Il Giappone è stato sugli scudi, nelle ultime settimane, perché la Banca Centrale, costretta dal Governo, ha iniziato un massiccio programma di quantitative easing che ha inondato il mercato di liquidità con l’obiettivo dichiarato di creare inflazione e abbattere così il mostruoso debito pubblico del paese. Una soluzione a cui i nostri politicanti hanno guardato con gli occhioni lucidi e il cuore traboccante di invidia visto che è quella che, apparentemente, salva capra e cavoli.
Il peso del debito scende, come è giusto che sia, ma senza tagliare nulla e continuando a elargire panem et circenses al popolo che poi se ne ricorda grato in tempo di elezioni.
Quando i nostri politicanti si lamentano del fatto che l’unione monetaria in Europa non è anche politica si stanno in effetti lamentando del fatto che non possono ordinare alla BCE di mettersi a stampare Euro allegramente per coprire i loro buchi di bilanci (o per far schizzare in alto l’inflazione in modo che scenda il valore reale del debito).
Queste soluzioni, però, non funzionano mai sul lungo periodo. E’ vero, con l’euforia iniziale si può vincere un’elezione. Ma poi i nodi vengono al pettine. E in Giappone i nodi stanno venendo al pettine molto prima di quanto ci si aspettava, la maggioranza di governo non ha avuto nemmeno il tempo di capitalizzare elettoralmente che già i mercati si sono resi conto che la mossa, di fatto, aggrava i problemi del Giappone, altro che risolverli o rilanciare la crescita. E i mercati si fanno isterici: oggi per una notizia proveniente dalla Cina, negativa ma fino ad un certo punto, la borsa di Tokio ha perso più del 7%, contagiando poi tutto il resto del mondo.
Insomma, le scorciatoie, i trucchi, non funzionano mai: per risollevare le sorti di un paese che non cresce bisogna fare le riforme, risanare i bilanci, rilanciare gli investimenti produttivi.
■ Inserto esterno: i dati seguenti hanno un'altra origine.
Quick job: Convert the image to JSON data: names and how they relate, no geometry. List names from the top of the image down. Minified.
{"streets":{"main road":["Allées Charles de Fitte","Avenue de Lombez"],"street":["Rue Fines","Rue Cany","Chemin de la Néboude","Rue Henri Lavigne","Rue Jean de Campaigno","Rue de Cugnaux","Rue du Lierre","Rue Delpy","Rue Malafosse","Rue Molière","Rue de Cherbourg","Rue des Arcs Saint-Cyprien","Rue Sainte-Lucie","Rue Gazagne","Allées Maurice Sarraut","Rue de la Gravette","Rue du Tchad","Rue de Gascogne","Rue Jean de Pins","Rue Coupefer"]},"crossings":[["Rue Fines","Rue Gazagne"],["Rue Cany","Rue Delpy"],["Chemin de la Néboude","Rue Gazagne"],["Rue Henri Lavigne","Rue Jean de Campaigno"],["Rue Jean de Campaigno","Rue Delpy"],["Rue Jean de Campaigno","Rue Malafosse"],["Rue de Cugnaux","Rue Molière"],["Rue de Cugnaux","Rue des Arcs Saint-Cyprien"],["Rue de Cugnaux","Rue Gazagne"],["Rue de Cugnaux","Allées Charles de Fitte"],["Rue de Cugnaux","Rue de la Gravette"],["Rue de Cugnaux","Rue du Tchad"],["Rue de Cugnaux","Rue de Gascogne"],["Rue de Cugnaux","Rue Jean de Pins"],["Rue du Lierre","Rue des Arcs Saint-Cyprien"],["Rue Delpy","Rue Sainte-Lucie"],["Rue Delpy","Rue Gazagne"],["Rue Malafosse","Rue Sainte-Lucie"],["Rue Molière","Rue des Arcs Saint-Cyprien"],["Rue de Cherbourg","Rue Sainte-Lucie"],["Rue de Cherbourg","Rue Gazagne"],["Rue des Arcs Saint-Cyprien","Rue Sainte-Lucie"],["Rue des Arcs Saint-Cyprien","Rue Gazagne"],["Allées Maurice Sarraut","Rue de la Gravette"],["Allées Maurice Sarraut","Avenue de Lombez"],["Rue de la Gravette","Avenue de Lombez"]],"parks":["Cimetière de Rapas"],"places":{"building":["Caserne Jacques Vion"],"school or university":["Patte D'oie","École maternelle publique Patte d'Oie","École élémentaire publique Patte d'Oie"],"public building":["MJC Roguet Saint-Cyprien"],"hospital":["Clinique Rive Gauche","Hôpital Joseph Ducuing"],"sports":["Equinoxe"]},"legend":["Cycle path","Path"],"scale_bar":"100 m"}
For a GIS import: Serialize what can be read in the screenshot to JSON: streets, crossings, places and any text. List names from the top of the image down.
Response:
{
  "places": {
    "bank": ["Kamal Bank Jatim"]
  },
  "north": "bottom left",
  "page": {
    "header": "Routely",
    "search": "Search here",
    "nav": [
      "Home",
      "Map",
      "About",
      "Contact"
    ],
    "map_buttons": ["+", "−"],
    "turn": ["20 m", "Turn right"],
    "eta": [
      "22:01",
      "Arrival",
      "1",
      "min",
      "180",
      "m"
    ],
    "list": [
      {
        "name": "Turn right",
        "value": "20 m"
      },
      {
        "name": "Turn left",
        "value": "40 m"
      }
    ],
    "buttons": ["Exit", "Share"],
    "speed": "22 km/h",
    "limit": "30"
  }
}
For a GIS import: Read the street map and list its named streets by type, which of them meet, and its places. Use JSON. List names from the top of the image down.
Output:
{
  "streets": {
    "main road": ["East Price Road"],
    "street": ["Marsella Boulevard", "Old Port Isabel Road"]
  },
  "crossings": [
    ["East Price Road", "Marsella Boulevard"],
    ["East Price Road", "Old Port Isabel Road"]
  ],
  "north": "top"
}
La ricetta è semplice, il problema è che la politica, in tutto il mondo, non ha più il coraggio di fare le scelte giuste al momento giusto. Si guarda al breve termine che non arriva mai oltre la prossima scadenza elettorale e si perde di vista l’insieme. Il Giappone è un grande paese, con un popolo laborioso e disciplinato, bassi tassi di criminalità e di immigrazione (praticamente assente), quindi potrebbe fare molto. E nella storia lo ha dimostrato: ricordiamoci quando nel XIX secolo è passato in poco tempo, per decisione dell’imperatore, da paese feudale a potenza industriale. E invece di essere colonizzato dalle potenze europee, è divenuto esso stesso una potenza coloniale. Se il Giappone ha tante potenzialità, perché il Governo ha cercato questa strada demenziale?